_Data shown_.
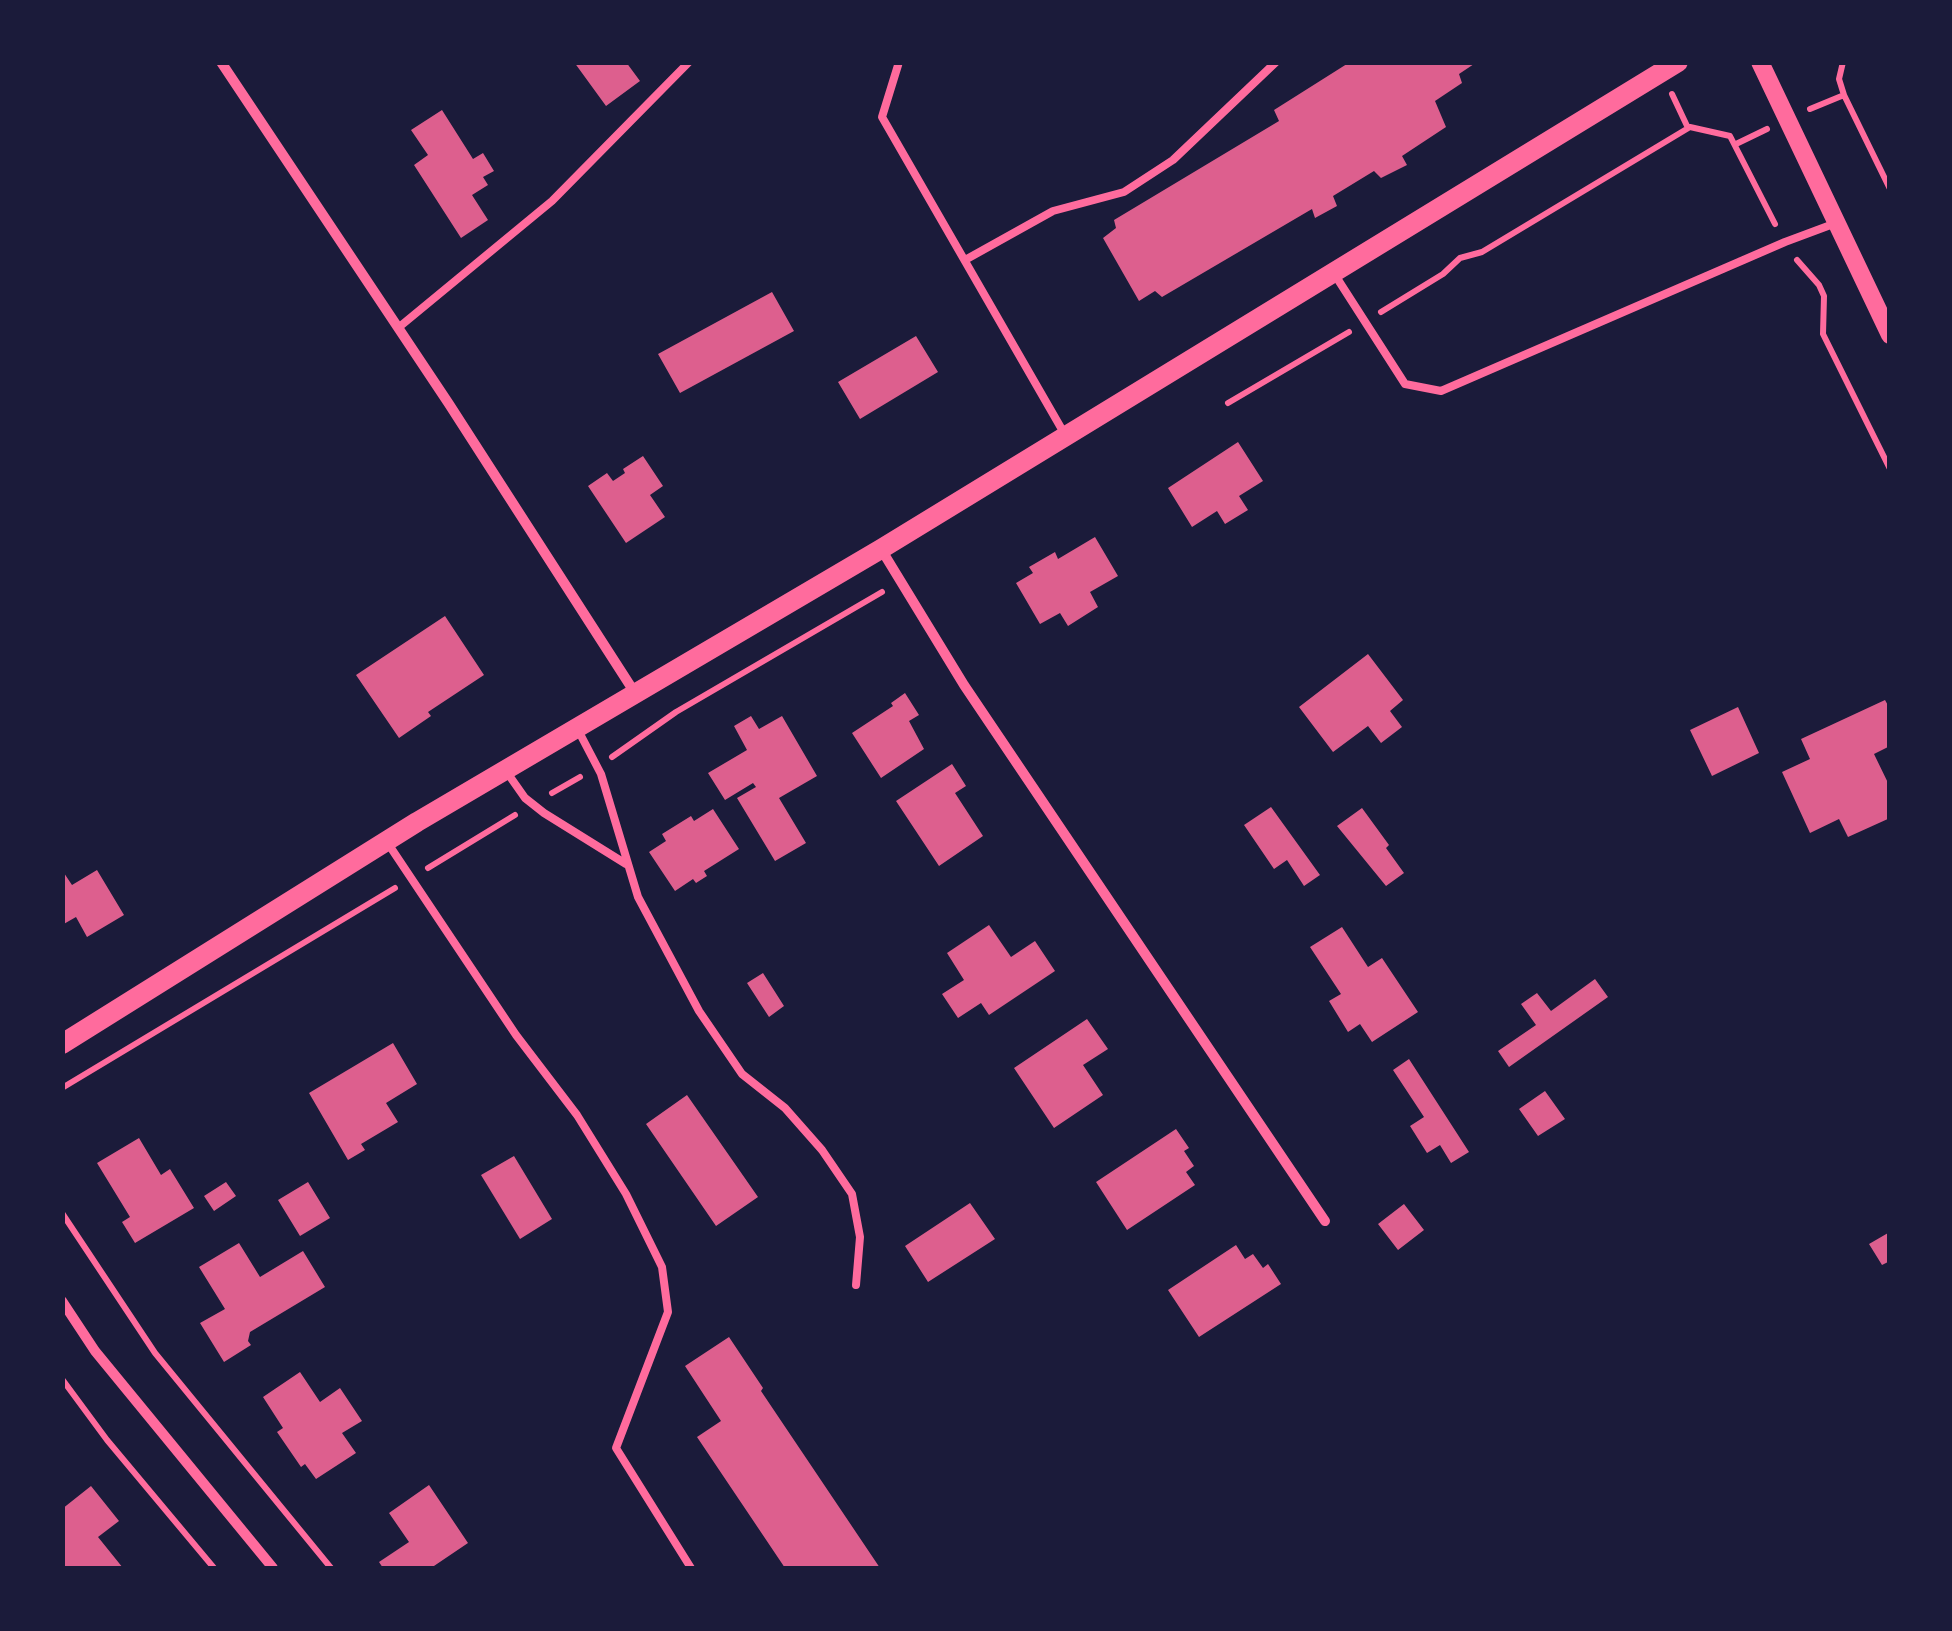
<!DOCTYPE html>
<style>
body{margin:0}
#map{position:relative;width:1952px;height:1631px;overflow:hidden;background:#1b1b3a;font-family:Cabin,sans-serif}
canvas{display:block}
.frame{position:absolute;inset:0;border:65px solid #1b1b3a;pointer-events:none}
</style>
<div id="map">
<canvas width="1952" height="1631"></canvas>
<div class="frame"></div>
</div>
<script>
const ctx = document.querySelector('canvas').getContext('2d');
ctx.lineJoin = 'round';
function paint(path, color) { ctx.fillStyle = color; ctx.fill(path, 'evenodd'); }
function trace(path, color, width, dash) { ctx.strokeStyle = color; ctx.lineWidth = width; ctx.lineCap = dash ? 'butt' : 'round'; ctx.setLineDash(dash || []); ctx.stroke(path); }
const building = new Path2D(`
 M 574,62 L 626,62 L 640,81 L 606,106 Z
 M 1350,62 L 1477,62 L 1459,74 L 1462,83 L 1435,101 L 1446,127 L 1402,156 L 1407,165 L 1381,178 L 1374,171 L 1333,196 L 1337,206 L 1315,218 L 1312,209 L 1162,297 L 1155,291 L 1139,301 L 1103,238 L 1116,228 L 1114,220 L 1279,121 L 1274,110 Z
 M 442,110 L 473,159 L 483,153 L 494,171 L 483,177 L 488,185 L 472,195 L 488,220 L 461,238 L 414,165 L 428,155 L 411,130 Z
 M 772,292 L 794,331 L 680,393 L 658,354 Z
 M 916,336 L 938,372 L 860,419 L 838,382 Z
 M 1238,442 L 1263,481 L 1239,496 L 1248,510 L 1225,524 L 1217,511 L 1192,527 L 1168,488 Z
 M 643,456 L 663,486 L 650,495 L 665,517 L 626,543 L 588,486 L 607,473 L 613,481 L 625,473 L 623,469 Z
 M 1095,537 L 1118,576 L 1090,592 L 1098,607 L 1068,626 L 1060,613 L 1040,624 L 1016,583 L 1033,573 L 1029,567 L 1055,552 L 1058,559 Z
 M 445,616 L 484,675 L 428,712 L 431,716 L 399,738 L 356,675 Z
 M 1368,654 L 1403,700 L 1390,711 L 1402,727 L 1381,743 L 1368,726 L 1333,752 L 1299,707 Z
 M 905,693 L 919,715 L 909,721 L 924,749 L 881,778 L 852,733 L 893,706 L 891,703 Z
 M 1885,700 L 1890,709 L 1890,746 L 1874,754 L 1890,787 L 1890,818 L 1848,837 L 1839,819 L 1810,833 L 1782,772 L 1810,759 L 1801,739 Z
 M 1738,707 L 1759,753 L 1712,776 L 1690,730 Z
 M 751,716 L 759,729 L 782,716 L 817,776 L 779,798 L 806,843 L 775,861 L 737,798 L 756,787 L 753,783 L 725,800 L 708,773 L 747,750 L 734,726 Z
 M 952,764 L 966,786 L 955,793 L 983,836 L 939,866 L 896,801 Z
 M 1271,807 L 1320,875 L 1304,886 L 1287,860 L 1274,869 L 1244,825 Z
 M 1362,808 L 1389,845 L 1386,848 L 1404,873 L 1386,886 L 1337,826 Z
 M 713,809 L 739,849 L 704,871 L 707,876 L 696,883 L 693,879 L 675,891 L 649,852 L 666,841 L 662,834 L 691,816 L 694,821 Z
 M 62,870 L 72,885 L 97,870 L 124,915 L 87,937 L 76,917 L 62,925 Z
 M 989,925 L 1011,957 L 1035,941 L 1055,971 L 989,1015 L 981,1003 L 958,1018 L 942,994 L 964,980 L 947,953 Z
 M 1342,927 L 1368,967 L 1382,958 L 1418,1012 L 1372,1042 L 1360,1024 L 1348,1032 L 1329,1001 L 1341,994 L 1310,947 Z
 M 763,973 L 784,1006 L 769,1017 L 747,983 Z
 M 1595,979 L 1608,997 L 1509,1067 L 1498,1051 L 1536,1025 L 1521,1004 L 1537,993 L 1551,1011 Z
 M 1087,1019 L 1108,1049 L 1083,1065 L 1103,1095 L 1054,1128 L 1014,1068 Z
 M 393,1043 L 417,1084 L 386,1103 L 398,1122 L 361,1144 L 365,1150 L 348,1160 L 309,1093 Z
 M 1409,1059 L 1469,1152 L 1451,1163 L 1440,1145 L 1427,1153 L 1410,1126 L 1424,1117 L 1393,1070 Z
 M 1545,1091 L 1565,1119 L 1538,1136 L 1519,1109 Z
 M 687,1095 L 758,1197 L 716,1226 L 646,1124 Z
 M 1176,1129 L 1189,1148 L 1184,1151 L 1194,1166 L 1186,1172 L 1195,1185 L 1127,1230 L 1096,1182 Z
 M 139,1138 L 161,1175 L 170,1169 L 194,1208 L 135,1243 L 122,1222 L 130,1217 L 97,1163 Z
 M 514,1156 L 552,1219 L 520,1239 L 481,1175 Z
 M 226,1182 L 236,1196 L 214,1211 L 204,1196 Z
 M 308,1182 L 330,1218 L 300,1236 L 278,1200 Z
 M 970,1203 L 995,1239 L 928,1282 L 905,1246 Z
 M 1404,1204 L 1424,1230 L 1398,1250 L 1378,1224 Z
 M 1888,1233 L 1890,1261 L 1882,1265 L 1869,1244 Z
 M 239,1243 L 260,1277 L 303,1251 L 325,1287 L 250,1332 L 248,1341 L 251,1345 L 224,1362 L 200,1323 L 225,1309 L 199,1267 Z
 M 1236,1245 L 1245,1259 L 1253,1254 L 1263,1268 L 1268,1264 L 1281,1284 L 1199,1337 L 1168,1290 Z
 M 729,1337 L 763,1388 L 761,1391 L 880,1568 L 785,1568 L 697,1437 L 721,1421 L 685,1366 Z
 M 300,1372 L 320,1402 L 340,1388 L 362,1421 L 342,1433 L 356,1453 L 316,1479 L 305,1464 L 301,1467 L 277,1432 L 283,1428 L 263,1397 Z
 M 429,1485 L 468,1543 L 431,1568 L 383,1568 L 379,1562 L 409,1542 L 389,1513 Z
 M 91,1486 L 119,1521 L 98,1537 L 123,1568 L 62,1568 L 62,1509 Z`);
const path = new Path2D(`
 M 1672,94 L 1688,128
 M 1844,95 L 1890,189
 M 1810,109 L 1844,95 L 1839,79 L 1843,62
 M 1736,144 L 1767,129
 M 1797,260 L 1819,285 L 1824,296 L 1823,334 L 1890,469
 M 1381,312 L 1443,274 L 1460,258 L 1482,252 L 1690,127 L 1730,136 L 1775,224
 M 1228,403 L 1349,332
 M 612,757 L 676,712 L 882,592
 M 552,793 L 580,777
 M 428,868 L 515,815
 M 62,1088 L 395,888
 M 62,1213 L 155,1353 L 331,1568
 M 62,1379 L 107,1440 L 214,1568`);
const service = new Path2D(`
 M 899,62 L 882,117 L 1064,433
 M 965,260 L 1053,211 L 1124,192 L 1173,160 L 1276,62
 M 1335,275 L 1405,384 L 1441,391 L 1785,242 L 1836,223
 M 398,328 L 552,201 L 689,62
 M 578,730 L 601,774 L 638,897 L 699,1011 L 742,1074 L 785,1108 L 822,1150 L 852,1194 L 860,1237 L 856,1285
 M 506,771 L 525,798 L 544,813 L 626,864
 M 387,842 L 516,1035 L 577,1115 L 626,1194 L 662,1267 L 668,1312 L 616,1448 L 691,1568`);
const minor = new Path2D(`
 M 221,62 L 449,404 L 635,693
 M 881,549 L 964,685 L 1325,1221
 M 62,1301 L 95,1351 L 273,1568`);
const tertiary = new Path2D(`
 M 1760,62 L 1890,335`);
const secondary = new Path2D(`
 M 62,1044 L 417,822 L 881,549 L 1678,62`);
paint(building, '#dd5f8e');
trace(path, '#ff6b9d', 6);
trace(service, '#ff6b9d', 8);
trace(minor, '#ff6b9d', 10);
trace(tertiary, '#ff6b9d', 18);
trace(secondary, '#ff6b9d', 20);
</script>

_Directions_.
The reply should hold an exact repeat of the entries from their opening line through the line with "M 574,62 L 626,62 L 640,81 L 606,106 Z", and no pictures at all.

_Your response_.
<!DOCTYPE html>
<style>
body{margin:0}
#map{position:relative;width:1952px;height:1631px;overflow:hidden;background:#1b1b3a;font-family:Cabin,sans-serif}
canvas{display:block}
.frame{position:absolute;inset:0;border:65px solid #1b1b3a;pointer-events:none}
</style>
<div id="map">
<canvas width="1952" height="1631"></canvas>
<div class="frame"></div>
</div>
<script>
const ctx = document.querySelector('canvas').getContext('2d');
ctx.lineJoin = 'round';
function paint(path, color) { ctx.fillStyle = color; ctx.fill(path, 'evenodd'); }
function trace(path, color, width, dash) { ctx.strokeStyle = color; ctx.lineWidth = width; ctx.lineCap = dash ? 'butt' : 'round'; ctx.setLineDash(dash || []); ctx.stroke(path); }
const building = new Path2D(`
 M 574,62 L 626,62 L 640,81 L 606,106 Z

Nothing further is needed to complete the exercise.